You would think that the political media, hearing a candidate loudly affirming what they’ve been telling readers for the better part of two years, would award that candidate some points for authenticity. Instead, we have people demanding that Clinton not mention this demonstrable truth, that she not speak of these Trump supporters in the same way the media has characterized them, that she not acknowledge the way Trump’s tapping into this dark well of hate represents a larger problem for the country she hopes to govern.
The overall message to Clinton that’s bubbling up in some quarters, in the wake of her “basket of deplorables” remarks, is this: No, no. We get to say that about Trump supporters. You’re not allowed. You are required to fake it. You have to be nice to these people.
And this is just as Reeve predicted: “To become more ‘authentic,’ Hillary must become even more fake.”

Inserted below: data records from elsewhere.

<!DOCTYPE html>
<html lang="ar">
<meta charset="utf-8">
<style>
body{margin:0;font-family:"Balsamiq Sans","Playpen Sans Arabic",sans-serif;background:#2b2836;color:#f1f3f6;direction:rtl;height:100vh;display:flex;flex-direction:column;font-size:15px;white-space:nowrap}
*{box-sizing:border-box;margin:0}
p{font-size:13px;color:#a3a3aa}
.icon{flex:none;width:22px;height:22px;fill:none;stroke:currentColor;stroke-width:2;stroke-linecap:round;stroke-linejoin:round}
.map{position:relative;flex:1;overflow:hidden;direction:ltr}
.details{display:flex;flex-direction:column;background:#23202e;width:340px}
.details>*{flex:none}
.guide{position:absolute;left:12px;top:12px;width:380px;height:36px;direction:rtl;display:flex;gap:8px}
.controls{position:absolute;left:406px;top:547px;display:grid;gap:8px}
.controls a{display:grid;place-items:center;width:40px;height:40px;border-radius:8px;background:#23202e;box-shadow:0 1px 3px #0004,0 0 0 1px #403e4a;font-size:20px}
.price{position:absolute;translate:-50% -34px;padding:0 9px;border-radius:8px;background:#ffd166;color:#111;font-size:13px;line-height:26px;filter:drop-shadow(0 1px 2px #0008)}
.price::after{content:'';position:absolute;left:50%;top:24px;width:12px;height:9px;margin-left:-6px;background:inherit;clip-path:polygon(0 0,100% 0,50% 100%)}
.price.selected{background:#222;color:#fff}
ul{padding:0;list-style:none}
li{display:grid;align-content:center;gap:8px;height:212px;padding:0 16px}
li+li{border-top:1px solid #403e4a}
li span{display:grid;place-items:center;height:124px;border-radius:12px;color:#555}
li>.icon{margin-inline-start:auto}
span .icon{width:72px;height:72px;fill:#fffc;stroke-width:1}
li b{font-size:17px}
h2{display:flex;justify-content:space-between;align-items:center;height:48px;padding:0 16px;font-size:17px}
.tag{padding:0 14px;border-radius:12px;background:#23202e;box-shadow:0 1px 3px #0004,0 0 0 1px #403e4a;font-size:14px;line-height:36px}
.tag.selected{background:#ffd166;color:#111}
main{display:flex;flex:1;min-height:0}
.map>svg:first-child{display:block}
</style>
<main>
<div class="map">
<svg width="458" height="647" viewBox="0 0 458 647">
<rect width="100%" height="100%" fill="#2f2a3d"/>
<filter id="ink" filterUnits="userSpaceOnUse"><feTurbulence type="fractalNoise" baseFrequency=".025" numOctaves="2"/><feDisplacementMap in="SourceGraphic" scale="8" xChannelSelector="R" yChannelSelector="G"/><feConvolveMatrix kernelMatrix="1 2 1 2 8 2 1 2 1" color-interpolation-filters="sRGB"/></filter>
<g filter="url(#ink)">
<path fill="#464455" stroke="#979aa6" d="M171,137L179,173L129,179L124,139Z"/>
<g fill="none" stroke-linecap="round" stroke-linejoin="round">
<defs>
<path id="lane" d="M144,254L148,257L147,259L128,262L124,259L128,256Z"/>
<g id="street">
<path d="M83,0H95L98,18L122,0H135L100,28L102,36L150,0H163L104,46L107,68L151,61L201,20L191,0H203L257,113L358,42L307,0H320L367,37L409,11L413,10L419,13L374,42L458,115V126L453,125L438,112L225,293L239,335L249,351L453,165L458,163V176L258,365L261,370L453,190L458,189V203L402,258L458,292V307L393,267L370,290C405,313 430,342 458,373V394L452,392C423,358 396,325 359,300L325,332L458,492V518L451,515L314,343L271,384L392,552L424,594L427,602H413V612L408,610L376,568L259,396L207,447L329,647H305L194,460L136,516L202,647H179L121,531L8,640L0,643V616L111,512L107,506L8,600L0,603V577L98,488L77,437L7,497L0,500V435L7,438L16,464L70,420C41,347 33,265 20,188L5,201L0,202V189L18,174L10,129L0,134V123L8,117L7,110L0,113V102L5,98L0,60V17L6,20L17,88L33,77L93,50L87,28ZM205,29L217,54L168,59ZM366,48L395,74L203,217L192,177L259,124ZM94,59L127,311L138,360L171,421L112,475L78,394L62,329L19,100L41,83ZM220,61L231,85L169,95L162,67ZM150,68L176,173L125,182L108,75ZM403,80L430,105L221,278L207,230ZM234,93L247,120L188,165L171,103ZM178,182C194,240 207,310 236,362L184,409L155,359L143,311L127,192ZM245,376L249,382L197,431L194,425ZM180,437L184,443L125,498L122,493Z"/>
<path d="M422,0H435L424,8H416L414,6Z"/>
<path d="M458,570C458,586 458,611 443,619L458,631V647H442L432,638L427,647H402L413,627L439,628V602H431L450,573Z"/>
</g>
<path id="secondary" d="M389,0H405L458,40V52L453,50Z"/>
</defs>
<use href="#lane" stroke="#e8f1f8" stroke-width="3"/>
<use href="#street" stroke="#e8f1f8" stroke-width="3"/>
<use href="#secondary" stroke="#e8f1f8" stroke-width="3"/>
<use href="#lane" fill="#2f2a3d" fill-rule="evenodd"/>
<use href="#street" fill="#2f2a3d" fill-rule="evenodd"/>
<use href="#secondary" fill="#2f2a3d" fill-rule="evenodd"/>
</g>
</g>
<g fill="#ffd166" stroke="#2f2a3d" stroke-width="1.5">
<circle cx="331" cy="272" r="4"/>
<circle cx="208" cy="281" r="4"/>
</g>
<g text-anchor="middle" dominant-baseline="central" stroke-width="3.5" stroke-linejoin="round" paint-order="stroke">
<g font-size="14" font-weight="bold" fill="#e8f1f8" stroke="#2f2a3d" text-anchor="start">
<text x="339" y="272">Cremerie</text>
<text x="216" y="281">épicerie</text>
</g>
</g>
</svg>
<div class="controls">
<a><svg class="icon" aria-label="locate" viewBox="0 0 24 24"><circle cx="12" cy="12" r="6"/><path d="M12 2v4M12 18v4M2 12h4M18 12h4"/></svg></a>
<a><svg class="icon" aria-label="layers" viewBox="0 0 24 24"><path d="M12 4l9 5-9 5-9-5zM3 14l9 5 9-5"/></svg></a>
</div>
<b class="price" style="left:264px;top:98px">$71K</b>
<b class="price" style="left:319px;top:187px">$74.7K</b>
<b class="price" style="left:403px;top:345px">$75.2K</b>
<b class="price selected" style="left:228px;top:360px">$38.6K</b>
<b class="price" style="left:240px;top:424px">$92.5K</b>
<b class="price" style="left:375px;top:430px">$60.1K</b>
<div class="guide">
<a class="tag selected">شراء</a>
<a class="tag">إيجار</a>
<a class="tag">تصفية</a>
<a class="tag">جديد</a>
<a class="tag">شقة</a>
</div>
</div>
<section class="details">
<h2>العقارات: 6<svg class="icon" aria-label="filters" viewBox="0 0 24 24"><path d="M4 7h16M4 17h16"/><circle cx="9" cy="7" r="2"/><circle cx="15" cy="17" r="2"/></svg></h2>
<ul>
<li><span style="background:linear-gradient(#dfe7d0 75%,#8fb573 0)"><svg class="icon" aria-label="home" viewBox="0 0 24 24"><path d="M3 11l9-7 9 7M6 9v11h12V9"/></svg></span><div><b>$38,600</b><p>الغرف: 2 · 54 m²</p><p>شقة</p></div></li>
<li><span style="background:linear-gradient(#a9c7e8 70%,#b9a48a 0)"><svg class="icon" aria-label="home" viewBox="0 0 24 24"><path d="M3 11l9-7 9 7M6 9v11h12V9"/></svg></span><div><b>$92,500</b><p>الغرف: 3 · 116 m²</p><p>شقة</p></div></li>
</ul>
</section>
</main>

As Clinton takes heat for simply saying what journalists have been saying throughout the campaign, it should be noted that those who fit squarely inside the “basket of deplorables” are holding press conferences ― confirming their own existence, for anyone who needs proof. We’re here, they tell us. We’re as bad as you’ve heard. And by the way ― we enjoy the attention. What these people would really like ― indeed, what they see a Trump presidency as paving the way for ― is a white-supremacist nation-state of their own. And since there have been no reports of Pepe the Frog statues being erected in Antarctica, or on the moon, one concludes that the 1488 types probably want to set up their caliphate right here in the U.S. For the Trump campaign’s part, they’ve made sure this group got a wink on Twitter. Don’t worry, guys, we see you. Keep up the good work.
It wasn’t long ago that the media praised Clinton for speaking to these concerns. Now, I’m starting to wonder if the political press truly has the stamina to take on this “basket of deplorables” that they’ve spent a considerable portion of their recent lives investigating.
It’s a scary thing to see so many in the media suddenly lose their nerve, revealing that they lack the stomach for the confrontation they initiated. Freedom of the press is pretty great in theory, but it’s not worth much if you’re unwilling to do something courageous with it.